Stored data entries:
▬▬▬▬▬▬▬▬▬▬

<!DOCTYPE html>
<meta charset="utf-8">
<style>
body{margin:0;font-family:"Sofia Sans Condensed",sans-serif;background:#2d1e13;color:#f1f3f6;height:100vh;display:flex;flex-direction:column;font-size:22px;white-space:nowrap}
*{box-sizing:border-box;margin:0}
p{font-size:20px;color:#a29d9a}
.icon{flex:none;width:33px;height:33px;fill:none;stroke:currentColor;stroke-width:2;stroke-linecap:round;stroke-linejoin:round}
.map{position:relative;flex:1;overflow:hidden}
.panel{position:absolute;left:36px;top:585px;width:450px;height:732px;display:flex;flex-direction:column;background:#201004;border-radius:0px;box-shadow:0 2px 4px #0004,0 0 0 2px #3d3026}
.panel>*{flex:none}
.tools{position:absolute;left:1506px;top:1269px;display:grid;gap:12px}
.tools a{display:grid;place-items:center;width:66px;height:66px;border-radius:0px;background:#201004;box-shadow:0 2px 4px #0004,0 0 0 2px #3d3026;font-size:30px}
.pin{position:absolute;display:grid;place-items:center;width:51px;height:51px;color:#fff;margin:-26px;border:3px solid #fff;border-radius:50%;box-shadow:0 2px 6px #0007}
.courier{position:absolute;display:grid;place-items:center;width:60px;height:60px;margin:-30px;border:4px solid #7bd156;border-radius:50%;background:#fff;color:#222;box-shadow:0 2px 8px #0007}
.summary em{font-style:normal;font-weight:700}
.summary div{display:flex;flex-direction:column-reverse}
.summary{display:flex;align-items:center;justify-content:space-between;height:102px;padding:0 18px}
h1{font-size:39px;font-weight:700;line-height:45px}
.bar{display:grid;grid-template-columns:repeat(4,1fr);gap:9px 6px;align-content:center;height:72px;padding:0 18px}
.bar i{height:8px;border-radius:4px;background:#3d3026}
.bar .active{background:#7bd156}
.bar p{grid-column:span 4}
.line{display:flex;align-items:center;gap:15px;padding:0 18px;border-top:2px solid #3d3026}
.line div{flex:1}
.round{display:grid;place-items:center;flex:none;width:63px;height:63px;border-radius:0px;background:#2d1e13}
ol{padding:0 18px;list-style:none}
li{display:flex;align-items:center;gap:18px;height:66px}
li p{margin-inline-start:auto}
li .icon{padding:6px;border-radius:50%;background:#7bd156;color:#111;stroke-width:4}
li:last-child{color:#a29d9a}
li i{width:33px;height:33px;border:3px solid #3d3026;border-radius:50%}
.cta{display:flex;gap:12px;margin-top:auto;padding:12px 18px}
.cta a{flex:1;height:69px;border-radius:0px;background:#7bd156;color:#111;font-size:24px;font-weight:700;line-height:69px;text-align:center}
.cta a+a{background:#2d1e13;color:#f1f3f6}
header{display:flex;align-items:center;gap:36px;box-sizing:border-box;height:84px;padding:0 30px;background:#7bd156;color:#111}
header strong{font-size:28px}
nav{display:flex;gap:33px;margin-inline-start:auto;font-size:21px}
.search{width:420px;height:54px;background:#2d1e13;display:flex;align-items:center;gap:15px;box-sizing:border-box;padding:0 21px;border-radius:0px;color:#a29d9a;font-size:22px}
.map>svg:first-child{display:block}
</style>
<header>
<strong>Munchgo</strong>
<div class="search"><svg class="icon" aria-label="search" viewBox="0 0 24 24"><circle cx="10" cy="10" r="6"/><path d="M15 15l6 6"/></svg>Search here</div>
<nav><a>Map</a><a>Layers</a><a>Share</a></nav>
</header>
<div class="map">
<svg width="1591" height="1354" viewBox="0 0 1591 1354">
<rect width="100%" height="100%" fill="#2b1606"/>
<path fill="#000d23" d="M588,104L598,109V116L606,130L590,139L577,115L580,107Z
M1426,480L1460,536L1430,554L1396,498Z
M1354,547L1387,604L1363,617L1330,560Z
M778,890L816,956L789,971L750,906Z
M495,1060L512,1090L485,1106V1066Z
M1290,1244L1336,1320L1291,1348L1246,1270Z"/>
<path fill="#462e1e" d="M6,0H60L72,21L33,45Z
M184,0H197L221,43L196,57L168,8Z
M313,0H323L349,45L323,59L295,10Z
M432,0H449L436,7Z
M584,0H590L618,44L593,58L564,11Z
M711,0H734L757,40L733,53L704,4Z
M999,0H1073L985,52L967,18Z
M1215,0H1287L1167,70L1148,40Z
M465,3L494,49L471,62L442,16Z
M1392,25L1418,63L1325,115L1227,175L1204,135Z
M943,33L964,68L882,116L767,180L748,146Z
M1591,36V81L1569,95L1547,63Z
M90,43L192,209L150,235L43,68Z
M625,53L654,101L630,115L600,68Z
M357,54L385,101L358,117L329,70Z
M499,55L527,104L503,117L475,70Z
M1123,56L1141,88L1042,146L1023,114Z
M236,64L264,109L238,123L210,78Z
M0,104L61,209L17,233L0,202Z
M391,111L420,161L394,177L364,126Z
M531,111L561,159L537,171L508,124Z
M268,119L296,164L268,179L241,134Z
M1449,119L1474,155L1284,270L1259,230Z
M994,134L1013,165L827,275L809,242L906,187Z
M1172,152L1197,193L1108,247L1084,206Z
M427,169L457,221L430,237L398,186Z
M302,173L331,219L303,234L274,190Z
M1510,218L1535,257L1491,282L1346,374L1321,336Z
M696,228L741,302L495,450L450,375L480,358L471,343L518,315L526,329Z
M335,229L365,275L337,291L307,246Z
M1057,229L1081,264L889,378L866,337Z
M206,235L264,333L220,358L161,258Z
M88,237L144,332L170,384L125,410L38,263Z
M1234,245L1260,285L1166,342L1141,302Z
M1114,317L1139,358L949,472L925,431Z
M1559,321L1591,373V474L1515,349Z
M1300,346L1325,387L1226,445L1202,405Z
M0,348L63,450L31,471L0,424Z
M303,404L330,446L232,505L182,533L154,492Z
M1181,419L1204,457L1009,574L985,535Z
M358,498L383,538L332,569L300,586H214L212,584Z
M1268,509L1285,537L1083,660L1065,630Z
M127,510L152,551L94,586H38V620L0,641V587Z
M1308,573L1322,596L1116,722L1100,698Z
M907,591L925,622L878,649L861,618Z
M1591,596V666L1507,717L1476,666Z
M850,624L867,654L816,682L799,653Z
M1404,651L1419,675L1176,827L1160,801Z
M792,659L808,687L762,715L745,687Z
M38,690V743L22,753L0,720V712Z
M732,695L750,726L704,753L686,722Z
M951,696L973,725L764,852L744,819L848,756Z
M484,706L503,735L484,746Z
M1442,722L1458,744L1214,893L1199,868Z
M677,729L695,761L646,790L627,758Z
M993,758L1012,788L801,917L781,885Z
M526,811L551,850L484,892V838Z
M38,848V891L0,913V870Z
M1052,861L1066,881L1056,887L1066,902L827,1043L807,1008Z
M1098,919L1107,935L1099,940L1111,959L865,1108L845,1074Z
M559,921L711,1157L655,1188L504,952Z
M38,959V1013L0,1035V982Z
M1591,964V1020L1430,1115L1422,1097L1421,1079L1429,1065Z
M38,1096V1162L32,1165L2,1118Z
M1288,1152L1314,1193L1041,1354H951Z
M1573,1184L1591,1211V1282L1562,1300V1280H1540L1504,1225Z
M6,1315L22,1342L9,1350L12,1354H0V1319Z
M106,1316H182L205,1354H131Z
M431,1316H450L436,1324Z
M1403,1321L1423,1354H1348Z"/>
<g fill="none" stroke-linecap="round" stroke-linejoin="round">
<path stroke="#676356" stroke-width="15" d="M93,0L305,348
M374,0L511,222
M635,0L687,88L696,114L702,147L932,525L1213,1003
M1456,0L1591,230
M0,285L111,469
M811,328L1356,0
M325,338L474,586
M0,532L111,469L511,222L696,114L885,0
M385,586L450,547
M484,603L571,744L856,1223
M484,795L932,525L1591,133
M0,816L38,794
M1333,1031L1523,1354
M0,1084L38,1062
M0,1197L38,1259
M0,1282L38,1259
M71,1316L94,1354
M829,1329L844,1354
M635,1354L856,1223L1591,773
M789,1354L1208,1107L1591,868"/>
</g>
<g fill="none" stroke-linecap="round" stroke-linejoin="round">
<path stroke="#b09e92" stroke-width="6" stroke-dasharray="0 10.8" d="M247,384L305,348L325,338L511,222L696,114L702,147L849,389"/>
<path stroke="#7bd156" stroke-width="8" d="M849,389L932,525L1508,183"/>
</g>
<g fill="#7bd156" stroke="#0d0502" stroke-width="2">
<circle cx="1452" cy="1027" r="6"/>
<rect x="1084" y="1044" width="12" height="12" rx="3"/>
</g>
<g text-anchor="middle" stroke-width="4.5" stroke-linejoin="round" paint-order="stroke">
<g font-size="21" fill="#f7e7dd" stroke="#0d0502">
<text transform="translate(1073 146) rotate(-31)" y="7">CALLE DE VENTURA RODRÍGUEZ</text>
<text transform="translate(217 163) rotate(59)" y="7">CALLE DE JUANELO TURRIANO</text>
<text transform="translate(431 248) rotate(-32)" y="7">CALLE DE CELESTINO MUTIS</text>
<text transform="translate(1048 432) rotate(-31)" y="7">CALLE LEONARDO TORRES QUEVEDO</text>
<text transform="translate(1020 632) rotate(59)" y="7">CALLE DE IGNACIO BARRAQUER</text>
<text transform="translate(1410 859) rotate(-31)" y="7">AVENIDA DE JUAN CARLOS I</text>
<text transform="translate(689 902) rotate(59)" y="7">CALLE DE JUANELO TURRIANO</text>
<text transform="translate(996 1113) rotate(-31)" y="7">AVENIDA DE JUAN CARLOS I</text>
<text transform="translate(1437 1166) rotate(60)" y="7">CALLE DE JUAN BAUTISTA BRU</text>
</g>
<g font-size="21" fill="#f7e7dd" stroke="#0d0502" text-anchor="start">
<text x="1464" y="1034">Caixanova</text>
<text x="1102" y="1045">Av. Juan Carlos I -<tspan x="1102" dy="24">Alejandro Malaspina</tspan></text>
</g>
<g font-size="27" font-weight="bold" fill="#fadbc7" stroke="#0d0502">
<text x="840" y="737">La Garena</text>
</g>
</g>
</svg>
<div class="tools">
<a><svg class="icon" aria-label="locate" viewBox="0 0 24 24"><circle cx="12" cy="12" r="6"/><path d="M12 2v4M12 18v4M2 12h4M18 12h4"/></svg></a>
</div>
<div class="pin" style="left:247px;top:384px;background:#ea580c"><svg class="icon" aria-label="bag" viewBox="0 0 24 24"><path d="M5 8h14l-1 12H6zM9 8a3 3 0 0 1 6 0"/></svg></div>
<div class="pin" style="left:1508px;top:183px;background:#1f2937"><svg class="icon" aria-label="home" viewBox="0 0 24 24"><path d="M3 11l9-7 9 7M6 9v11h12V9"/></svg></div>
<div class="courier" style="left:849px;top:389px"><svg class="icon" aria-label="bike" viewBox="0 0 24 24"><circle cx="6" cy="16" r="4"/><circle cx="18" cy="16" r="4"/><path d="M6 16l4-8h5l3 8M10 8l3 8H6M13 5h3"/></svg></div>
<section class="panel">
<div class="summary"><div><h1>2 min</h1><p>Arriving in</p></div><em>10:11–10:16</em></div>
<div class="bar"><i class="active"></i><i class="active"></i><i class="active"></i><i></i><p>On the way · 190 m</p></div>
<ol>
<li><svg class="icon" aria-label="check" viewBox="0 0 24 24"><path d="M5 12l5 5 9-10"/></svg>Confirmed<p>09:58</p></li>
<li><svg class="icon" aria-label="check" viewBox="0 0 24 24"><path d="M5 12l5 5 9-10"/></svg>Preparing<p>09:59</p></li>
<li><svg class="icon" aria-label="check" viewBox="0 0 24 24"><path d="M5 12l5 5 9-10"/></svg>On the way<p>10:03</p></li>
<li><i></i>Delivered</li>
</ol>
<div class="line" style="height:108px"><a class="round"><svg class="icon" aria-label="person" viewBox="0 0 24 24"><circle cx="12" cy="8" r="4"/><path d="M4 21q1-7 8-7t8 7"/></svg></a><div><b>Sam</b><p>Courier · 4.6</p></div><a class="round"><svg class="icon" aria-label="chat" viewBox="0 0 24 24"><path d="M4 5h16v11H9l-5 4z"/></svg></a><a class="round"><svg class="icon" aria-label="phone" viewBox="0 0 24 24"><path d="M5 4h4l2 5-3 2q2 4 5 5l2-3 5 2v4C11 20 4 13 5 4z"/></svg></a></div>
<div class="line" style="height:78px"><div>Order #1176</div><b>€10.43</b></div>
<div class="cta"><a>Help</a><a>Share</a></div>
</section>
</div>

▬▬▬▬▬▬▬▬▬▬

EXERCISE GOAL:
Go through the records and report each line that contains "tools".

RESPONSE TO THE TASK:
.tools{position:absolute;left:1506px;top:1269px;display:grid;gap:12px}
.tools a{display:grid;place-items:center;width:66px;height:66px;border-radius:0px;background:#201004;box-shadow:0 2px 4px #0004,0 0 0 2px #3d3026;font-size:30px}
<div class="tools">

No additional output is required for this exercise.